Lucilo y la eterna bondad humana

Lucilo y la eterna bondad humana

Lucilo Orestes dice no tener familia, pero ofrece adecuada imagen, como si cuidaran de él. Con 91 años de edad, ya presenta dificultades físicas. Privado de la visión, es de lento andar. Se apoya en su inseparable bastón.

Lo hallé el martes último, al caminar ambos cuesta abajo por la calle Milanés, entre Capricho y San Gabriel, en la ciudad de Matanzas. Se dirigía, manifestó, hacia la farmacia ubicada en Medio (Independencia), esquina a Dos de Mayo. A su paso, necesitaría más de una hora para arribar a su objetivo, donde lo esperaría una compañera en su viaje hacia otro lugar.

Al ayudarlo a conducirse por una vía tan peligrosa, debido a la enorme cantidad de vehículos que por ella transitan, mostró un carácter demasiado irascible. No obstante, pasé por alto esta condición emocional y, unido a Lourdes, una señora de más de 60 años que también lo acompañó, caminé con él un largo tramo.

En el poco tiempo del viaje juntos, nos contó que durante muchos años laboró como conductor de ómnibus en distintas líneas, sin precisar en cuáles; y mencionó otros hechos de su vida.

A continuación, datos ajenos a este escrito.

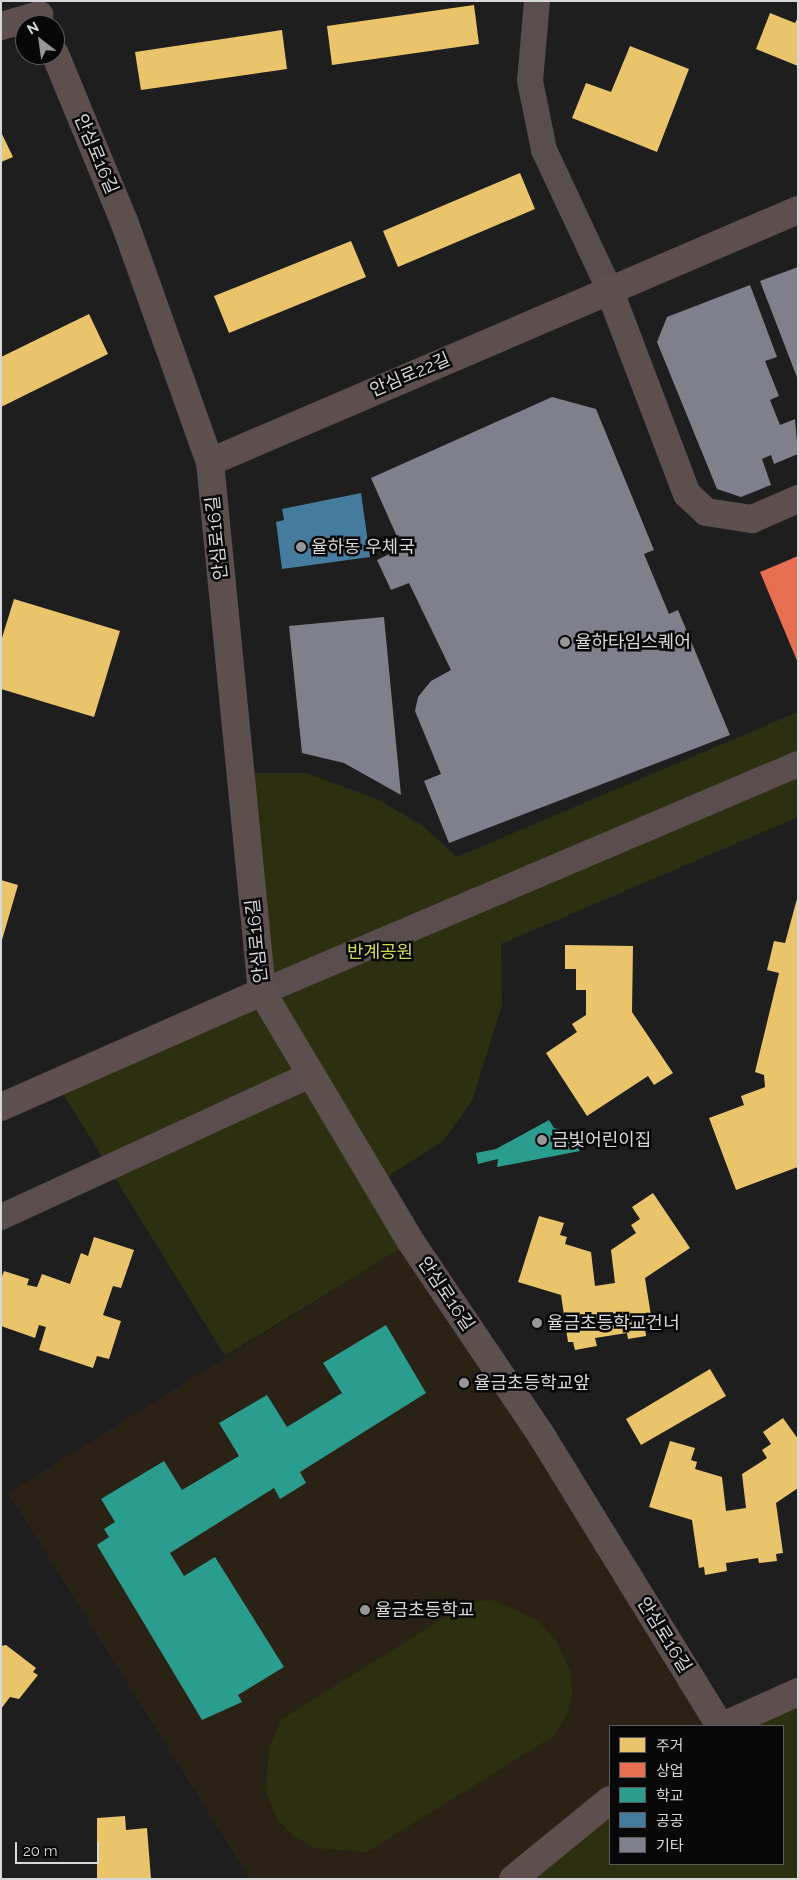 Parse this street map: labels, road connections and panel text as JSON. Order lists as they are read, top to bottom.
{
  "streets": {
    "main road": ["안심로16길", "안심로22길"]
  },
  "crossings": [
    ["안심로16길", "안심로22길"]
  ],
  "parks": ["반계공원"],
  "places": [
    "율하동 우체국",
    "율하타임스퀘어",
    "금빛어린이집",
    "율금초등학교건너",
    "율금초등학교앞",
    "율금초등학교"
  ],
  "legend": [
    "주거",
    "상업",
    "학교",
    "공공",
    "기타"
  ],
  "scale_bar": "20 m",
  "north": "top left"
} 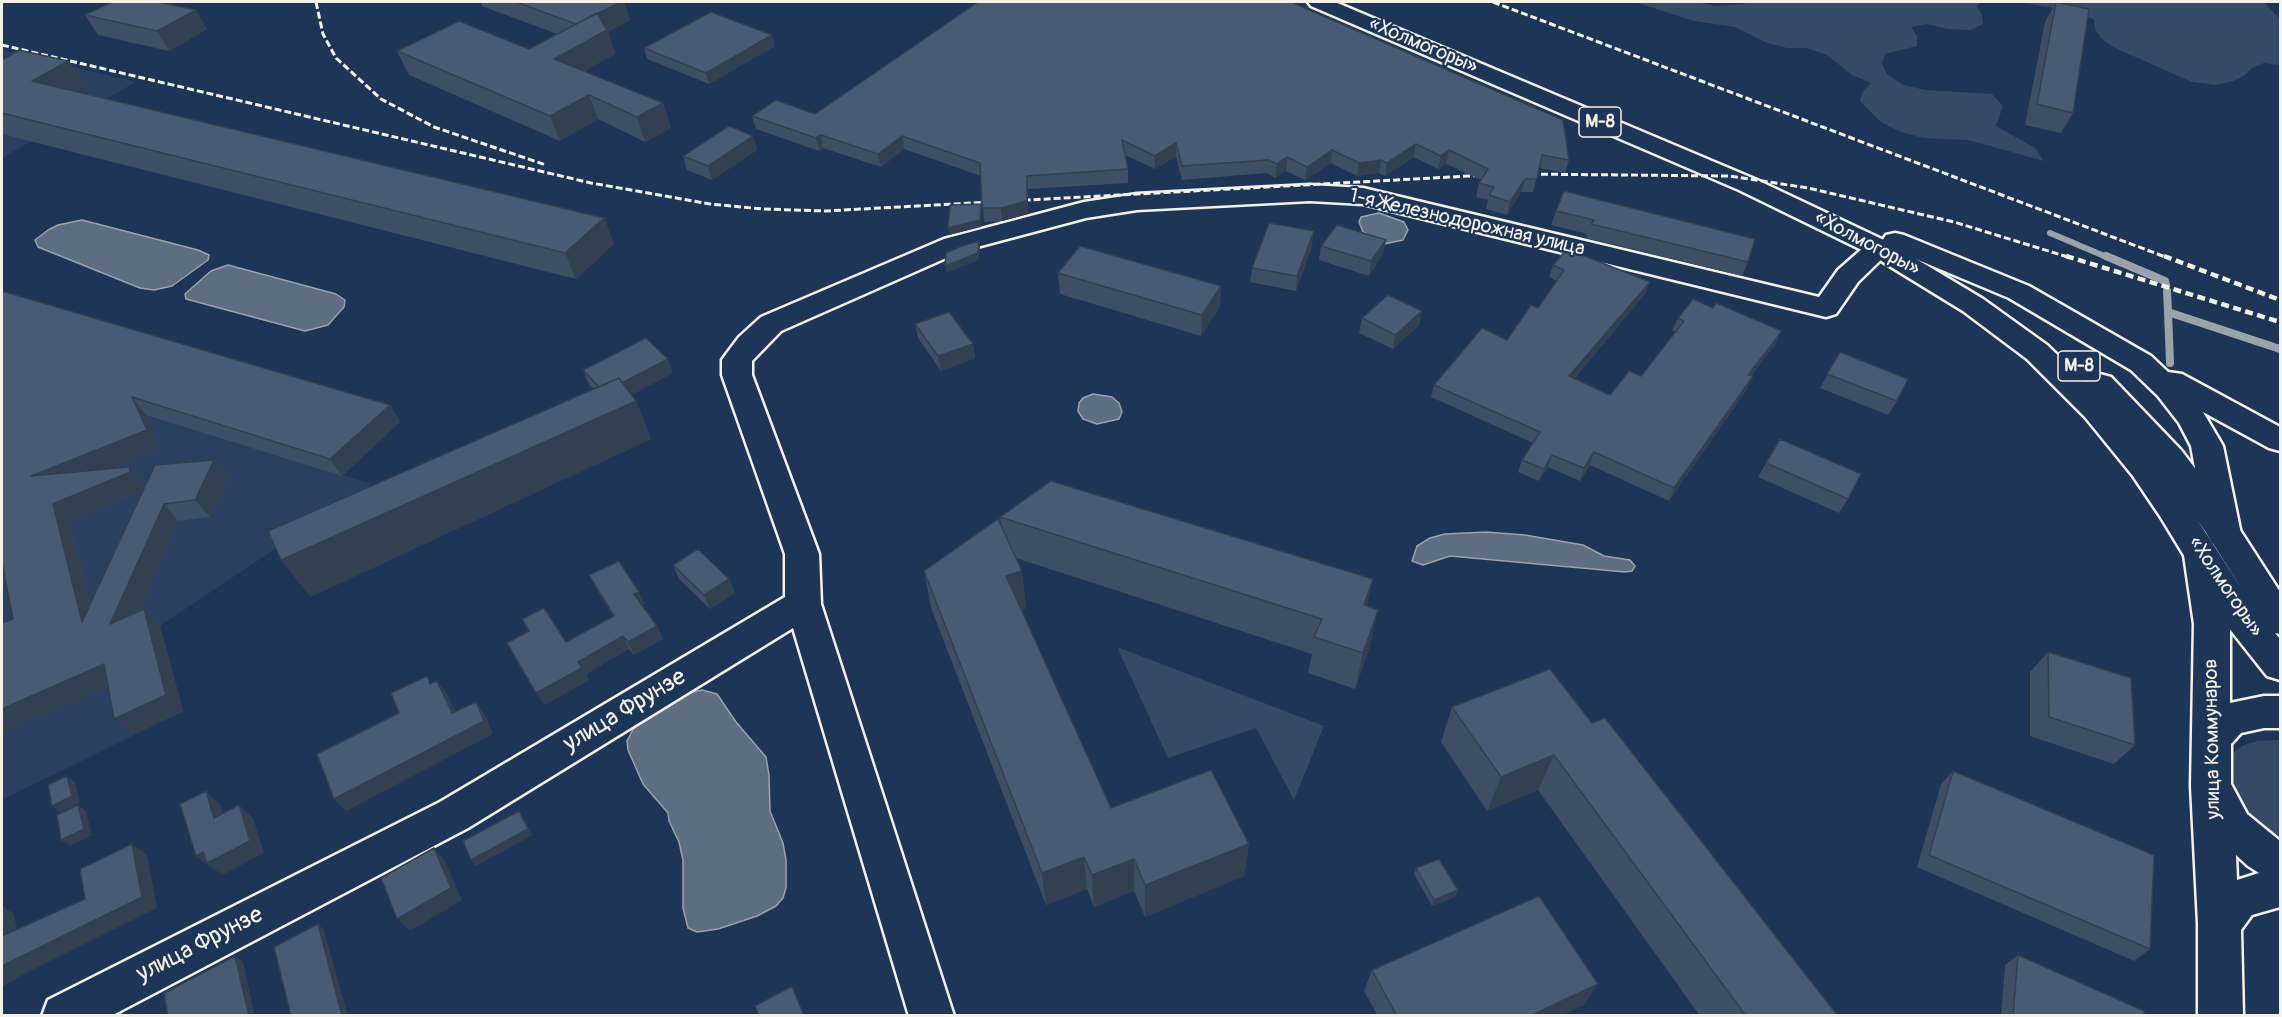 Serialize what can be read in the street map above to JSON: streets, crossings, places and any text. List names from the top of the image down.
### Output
{
  "streets": {
    "main road": [
      "«Холмогоры»",
      "М-8",
      "1-я Железнодорожная улица",
      "улица Фрунзе",
      "улица Коммунаров"
    ]
  },
  "crossings": [
    ["«Холмогоры»", "1-я Железнодорожная улица"],
    ["«Холмогоры»", "улица Коммунаров"],
    ["1-я Железнодорожная улица", "улица Фрунзе"]
  ]
}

“¿No sabes quién soy? De dónde tú eres, porque a mí me conocen hasta los perros. Claro, desde hace muchos años no manejo. Pero no pareces tan joven, ni ella, y quizá me vieron algún día de uniforme, gritándole a la gente: ‘Caminen, caminen, denle chance a los demás, que el transporte es de todos’. No es como ahora. Cuando aquello pasábamos cada media hora más o menos por las paradas.

“Muchos choferes y yo éramos iguales. Cuando las personas se abultaban alante, que casi no nos dejaban manejar, deteníamos el carro, nos parábamos y, con ayuda de algunos, mandábamos a todos para el ‘patio’, es decir, hacia la parte trasera. Como eran constantes nuestros viajes, en distintas rutas, por lo general no había problemas. Ahora, mírame…”, dejó suspensa la frase.    

Sí, hay problemas económicos, con los combustibles; pero ni siquiera transita un ómnibus local hacia los diferentes barrios, al menos cada dos horas. Ni detienen con autoridad, más bien de favor, algunos inspectores de paradas a los vehículos estatales, en los que solo viajan los choferes, que se hacen de la vista gorda o dicen estar finalizando el trayecto o en busca de combustible. 

Tratamos de detener a unos cuantos de ellos para llevar a Lucilo, pero, inmutables, no lo hicieron. Incluso, a taxis arrendados cuyos conductores ni siquiera nos miraron o, mejor dicho, a nuestro anciano, que situábamos enfrente para que vieran el motivo de nuestro interés.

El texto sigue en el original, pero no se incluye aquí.